▶ **WORK TO COMPLETE**
In the data, find each line where the word "they" appears and list that line.
[DATA SECTION Boundary: Start]
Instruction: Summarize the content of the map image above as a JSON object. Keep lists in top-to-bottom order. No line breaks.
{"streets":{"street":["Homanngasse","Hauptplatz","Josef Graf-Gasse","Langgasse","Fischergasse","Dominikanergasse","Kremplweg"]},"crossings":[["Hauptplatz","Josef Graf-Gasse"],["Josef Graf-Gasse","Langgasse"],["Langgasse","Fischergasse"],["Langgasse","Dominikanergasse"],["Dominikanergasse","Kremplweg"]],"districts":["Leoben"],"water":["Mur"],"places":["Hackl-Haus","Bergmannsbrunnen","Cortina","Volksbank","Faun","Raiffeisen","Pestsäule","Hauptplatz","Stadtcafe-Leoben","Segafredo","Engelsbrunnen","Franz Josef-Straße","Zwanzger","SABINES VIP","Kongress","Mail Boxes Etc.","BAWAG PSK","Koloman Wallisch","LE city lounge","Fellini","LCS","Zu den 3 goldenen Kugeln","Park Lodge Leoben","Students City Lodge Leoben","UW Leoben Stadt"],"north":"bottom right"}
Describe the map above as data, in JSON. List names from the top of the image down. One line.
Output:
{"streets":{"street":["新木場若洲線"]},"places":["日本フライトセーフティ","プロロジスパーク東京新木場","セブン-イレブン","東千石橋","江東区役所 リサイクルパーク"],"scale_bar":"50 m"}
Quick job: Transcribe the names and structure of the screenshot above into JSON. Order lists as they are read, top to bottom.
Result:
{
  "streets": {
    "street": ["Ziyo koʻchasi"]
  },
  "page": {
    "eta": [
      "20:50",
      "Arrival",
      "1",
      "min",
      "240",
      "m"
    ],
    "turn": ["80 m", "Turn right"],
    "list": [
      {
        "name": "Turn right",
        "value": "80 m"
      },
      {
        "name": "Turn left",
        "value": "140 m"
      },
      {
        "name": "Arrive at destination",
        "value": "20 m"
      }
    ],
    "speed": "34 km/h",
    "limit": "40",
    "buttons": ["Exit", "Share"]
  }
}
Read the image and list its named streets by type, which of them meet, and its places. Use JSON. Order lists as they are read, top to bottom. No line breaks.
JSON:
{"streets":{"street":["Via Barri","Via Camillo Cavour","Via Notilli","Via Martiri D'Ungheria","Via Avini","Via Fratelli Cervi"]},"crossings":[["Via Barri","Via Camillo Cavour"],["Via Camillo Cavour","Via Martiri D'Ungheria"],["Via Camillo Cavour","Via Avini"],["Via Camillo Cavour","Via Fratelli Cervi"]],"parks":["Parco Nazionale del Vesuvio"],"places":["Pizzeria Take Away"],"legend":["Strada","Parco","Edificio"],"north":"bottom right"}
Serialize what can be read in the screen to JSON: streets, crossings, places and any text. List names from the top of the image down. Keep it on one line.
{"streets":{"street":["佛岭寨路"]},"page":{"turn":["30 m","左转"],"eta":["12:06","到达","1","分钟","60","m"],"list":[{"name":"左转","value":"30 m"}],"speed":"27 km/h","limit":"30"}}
[DATA SECTION Boundary: End]
▶ **SOLUTION TO THIS EXERCISE**
Quick job: Transcribe the names and structure of the screenshot above into JSON. Order lists as they are read, top to bottom.
Read the image and list its named streets by type, which of them meet, and its places. Use JSON. Order lists as they are read, top to bottom. No line breaks.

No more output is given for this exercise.